Detection of Jupiter-mass companions to nearby solar-type stars with precise radial velocity measurements is now routine, and Doppler surveys are moving toward lower velocity amplitudes. The detection of several Neptune-mass planets with orbital periods of less than a week has been reported. The drive toward the search for close-in, Earth-mass planets is on the agenda. Successful detection or meaningful upper limits will place important constraints on the process of planet formation. In this paper, we quantify the statistics of detection of low-mass planets in close orbits, showing how the detection threshold depends on the number and timing of the observations. In particular, we consider the case of a low-mass planet close to but not on the 2 : 1 mean motion resonance with a hot Jupiter. This scenario is a likely product of the core-accretion hypothesis for planet formation coupled with migration of Jupiters in the protoplanetary disk. It is also advantageous for detection because the orbital period is well constrained.
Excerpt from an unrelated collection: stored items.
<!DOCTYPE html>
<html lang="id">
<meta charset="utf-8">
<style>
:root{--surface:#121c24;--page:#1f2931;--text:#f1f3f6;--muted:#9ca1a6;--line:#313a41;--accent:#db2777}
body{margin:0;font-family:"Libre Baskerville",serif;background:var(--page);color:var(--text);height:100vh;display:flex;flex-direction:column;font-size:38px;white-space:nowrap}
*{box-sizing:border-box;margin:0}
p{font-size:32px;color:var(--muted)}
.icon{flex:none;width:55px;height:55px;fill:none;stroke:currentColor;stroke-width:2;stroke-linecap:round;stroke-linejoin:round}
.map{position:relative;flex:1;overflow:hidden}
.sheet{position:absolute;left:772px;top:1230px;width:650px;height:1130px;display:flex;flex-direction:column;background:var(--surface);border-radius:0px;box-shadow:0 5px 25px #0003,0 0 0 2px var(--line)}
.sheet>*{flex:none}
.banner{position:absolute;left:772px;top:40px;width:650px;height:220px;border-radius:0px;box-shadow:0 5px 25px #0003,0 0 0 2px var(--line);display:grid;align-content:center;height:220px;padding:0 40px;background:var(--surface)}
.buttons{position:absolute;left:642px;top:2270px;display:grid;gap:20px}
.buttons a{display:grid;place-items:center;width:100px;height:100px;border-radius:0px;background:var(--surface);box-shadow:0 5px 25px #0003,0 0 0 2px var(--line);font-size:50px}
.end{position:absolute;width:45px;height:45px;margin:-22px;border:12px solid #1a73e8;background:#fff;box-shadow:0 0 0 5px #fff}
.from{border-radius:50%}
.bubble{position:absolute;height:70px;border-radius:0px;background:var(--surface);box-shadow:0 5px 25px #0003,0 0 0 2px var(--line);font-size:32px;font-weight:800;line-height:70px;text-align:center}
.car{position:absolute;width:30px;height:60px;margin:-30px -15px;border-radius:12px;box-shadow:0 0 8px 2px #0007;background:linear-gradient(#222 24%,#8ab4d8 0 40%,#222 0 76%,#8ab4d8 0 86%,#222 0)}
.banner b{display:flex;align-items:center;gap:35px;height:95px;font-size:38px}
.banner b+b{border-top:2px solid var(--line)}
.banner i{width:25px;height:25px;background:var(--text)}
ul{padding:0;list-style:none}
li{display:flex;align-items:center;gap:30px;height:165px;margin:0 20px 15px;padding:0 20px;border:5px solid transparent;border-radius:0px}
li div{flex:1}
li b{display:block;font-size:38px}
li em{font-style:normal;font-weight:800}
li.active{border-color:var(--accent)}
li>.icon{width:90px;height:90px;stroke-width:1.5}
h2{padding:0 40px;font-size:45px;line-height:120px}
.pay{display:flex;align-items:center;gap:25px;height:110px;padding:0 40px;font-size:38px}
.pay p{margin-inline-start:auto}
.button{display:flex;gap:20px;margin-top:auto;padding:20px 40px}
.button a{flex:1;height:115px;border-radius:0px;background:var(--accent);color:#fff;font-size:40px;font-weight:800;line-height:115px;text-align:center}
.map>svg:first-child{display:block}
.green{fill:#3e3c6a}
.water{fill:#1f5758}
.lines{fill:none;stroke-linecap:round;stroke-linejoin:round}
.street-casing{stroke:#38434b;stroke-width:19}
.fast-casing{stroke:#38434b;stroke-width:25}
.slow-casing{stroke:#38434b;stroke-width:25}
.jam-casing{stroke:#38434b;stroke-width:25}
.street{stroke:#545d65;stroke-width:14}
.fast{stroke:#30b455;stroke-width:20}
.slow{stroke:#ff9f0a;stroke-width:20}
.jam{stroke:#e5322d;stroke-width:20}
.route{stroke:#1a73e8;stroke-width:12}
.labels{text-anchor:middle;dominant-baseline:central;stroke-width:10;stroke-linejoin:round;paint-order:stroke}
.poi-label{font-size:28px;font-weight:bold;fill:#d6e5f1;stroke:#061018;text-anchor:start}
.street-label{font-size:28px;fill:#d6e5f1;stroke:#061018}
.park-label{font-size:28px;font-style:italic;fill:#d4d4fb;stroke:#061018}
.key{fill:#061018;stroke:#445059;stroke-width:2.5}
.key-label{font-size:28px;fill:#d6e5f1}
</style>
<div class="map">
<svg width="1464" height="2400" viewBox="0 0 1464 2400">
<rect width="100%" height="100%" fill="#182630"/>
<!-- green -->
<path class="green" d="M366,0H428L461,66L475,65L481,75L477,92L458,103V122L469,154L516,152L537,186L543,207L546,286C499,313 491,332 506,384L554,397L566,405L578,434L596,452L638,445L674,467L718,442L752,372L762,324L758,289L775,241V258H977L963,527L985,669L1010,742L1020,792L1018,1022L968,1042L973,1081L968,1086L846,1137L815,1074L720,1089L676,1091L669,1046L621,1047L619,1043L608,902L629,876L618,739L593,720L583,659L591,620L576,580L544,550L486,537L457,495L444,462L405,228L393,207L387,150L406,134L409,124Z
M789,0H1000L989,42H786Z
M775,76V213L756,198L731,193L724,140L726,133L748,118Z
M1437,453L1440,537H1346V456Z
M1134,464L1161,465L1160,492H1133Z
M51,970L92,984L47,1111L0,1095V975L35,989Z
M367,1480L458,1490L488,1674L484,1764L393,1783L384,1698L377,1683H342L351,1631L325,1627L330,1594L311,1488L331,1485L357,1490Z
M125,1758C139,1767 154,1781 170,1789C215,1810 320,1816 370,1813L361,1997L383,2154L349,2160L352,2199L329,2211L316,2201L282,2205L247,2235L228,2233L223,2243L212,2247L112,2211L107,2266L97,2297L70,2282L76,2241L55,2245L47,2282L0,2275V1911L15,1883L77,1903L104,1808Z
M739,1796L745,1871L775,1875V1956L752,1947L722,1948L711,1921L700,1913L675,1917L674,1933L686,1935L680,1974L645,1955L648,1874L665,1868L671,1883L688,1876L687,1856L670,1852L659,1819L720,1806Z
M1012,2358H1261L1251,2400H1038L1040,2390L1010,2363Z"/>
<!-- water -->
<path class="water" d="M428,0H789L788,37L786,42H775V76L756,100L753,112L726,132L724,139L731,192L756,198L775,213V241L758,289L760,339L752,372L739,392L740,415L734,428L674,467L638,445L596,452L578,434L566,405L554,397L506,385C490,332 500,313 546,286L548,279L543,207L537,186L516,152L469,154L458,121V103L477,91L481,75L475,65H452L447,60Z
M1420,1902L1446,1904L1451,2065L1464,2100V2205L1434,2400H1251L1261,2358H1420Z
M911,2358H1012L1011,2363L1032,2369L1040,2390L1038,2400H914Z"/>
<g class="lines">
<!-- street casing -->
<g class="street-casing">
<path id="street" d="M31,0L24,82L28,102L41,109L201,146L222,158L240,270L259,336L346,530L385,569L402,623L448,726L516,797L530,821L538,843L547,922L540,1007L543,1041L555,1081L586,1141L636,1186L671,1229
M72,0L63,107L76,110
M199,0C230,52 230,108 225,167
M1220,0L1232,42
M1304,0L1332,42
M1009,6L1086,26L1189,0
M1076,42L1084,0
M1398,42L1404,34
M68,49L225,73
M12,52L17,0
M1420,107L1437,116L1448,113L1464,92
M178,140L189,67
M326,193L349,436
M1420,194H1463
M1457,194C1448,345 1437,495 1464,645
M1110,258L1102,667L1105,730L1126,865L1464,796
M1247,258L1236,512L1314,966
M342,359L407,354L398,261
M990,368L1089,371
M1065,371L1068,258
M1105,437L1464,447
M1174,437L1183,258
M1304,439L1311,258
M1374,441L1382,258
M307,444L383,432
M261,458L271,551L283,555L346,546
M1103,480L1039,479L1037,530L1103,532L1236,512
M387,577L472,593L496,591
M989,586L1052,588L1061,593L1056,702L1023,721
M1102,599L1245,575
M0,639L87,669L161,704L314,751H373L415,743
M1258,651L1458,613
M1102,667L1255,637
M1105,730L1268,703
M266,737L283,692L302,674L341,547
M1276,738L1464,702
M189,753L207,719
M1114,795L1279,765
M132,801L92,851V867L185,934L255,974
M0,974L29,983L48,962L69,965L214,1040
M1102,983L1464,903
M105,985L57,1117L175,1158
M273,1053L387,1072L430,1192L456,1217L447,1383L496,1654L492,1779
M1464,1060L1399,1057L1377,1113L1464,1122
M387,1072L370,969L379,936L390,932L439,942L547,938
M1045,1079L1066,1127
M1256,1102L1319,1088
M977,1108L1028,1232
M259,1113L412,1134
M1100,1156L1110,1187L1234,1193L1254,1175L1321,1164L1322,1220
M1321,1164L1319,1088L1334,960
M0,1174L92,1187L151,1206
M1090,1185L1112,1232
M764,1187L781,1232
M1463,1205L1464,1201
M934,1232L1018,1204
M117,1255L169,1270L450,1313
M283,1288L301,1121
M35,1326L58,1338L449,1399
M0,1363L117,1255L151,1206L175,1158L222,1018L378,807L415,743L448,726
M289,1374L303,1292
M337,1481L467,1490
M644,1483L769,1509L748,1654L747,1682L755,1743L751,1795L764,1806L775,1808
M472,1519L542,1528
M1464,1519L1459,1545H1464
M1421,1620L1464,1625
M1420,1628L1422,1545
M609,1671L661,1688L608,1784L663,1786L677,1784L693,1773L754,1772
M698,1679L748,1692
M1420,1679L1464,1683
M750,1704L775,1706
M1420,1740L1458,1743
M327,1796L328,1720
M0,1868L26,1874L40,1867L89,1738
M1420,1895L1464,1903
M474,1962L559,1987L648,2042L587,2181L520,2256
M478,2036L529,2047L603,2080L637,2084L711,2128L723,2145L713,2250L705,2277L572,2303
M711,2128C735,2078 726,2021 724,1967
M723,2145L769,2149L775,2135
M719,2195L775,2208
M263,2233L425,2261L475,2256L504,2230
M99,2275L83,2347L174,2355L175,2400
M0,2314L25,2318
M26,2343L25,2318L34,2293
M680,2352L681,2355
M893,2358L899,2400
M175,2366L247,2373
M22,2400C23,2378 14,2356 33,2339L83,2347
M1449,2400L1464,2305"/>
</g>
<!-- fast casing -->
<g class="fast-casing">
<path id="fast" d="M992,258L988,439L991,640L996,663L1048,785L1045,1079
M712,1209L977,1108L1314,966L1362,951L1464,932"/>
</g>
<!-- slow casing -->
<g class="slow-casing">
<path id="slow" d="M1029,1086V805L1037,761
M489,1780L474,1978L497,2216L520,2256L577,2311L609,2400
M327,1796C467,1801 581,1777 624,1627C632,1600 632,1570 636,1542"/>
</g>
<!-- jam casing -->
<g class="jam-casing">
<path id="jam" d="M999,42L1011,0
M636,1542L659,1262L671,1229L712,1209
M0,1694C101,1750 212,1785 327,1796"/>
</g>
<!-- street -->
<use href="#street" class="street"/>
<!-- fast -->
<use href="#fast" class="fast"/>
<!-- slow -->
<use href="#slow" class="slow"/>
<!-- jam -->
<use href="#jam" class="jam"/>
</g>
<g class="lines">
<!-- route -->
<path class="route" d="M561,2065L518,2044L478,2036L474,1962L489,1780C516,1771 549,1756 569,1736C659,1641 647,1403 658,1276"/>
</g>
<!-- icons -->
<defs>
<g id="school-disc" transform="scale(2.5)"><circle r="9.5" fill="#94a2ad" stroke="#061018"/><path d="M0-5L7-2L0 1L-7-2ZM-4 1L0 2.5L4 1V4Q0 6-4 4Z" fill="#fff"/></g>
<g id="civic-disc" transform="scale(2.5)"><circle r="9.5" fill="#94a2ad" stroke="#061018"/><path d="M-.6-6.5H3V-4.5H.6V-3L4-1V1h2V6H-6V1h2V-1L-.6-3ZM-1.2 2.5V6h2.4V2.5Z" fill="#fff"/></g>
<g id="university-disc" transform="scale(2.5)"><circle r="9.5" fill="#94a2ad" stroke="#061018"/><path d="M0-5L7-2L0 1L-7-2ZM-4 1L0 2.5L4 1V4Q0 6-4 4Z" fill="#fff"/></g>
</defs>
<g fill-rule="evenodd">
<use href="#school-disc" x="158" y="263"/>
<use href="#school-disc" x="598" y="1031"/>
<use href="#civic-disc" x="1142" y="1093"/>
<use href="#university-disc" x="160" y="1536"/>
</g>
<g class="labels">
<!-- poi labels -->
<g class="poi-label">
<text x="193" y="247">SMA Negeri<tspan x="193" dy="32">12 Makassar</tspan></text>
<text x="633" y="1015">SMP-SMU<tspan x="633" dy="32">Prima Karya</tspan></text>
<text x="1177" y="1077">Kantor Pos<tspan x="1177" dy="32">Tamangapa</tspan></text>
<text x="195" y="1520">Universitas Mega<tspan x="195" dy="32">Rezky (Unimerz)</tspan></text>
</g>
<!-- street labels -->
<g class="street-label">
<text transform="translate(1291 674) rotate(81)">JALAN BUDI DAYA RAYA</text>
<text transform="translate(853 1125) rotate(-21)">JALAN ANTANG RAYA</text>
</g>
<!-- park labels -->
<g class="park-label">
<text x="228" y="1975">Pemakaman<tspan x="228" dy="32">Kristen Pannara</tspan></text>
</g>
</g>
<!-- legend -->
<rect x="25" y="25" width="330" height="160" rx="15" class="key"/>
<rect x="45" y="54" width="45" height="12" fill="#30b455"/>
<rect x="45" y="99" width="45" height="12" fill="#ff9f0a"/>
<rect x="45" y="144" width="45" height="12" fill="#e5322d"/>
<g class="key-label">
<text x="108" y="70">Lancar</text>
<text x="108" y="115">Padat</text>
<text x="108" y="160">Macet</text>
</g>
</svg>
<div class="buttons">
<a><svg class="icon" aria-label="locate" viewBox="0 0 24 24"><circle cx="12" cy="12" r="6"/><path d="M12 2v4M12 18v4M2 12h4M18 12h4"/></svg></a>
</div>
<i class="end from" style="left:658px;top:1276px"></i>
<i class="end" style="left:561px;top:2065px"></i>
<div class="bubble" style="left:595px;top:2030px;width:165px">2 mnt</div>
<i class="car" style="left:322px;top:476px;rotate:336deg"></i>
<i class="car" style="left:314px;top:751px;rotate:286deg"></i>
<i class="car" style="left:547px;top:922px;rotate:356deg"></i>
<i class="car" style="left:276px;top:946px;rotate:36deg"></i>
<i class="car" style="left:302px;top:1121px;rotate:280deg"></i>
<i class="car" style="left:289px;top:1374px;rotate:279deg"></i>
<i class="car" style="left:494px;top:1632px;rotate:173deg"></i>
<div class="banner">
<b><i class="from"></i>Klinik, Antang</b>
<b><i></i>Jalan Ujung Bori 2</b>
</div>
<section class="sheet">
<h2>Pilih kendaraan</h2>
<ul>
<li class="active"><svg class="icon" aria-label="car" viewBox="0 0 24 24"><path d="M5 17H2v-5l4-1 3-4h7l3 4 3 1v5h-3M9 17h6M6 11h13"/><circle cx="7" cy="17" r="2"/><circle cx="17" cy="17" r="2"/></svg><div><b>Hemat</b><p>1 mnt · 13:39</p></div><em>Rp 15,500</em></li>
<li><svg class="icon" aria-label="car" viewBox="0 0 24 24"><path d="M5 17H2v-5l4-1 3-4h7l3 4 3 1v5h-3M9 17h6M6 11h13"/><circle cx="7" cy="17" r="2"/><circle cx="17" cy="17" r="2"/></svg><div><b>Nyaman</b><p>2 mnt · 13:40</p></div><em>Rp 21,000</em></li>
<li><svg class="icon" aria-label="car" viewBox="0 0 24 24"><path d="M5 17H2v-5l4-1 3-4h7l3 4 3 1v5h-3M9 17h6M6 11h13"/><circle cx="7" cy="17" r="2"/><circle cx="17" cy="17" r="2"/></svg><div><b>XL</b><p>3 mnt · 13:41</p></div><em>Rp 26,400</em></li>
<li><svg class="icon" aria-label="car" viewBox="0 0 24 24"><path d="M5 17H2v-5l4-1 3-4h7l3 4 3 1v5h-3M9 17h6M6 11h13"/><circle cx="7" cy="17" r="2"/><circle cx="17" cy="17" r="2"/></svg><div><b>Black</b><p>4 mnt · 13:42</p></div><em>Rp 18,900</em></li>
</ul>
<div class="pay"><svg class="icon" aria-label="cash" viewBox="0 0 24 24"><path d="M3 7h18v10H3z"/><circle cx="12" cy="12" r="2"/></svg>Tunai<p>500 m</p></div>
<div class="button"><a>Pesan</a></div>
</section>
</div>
We show that the minimum detectable mass is ≈4 M⊕ (N/20)-1/2(σ/m s-1)(P/days)1/3(M*/M☉)2/3 for N ≥ 20, where N is the number of observations, P is the orbital period, σ is the quadrature sum of Doppler velocity measurement errors and stellar jitter, and M* is the stellar mass. Detection of few Earth-mass rocky cores will require ~1 m s-1 velocity precision and, most important, a better understanding of stellar radial velocity jitter.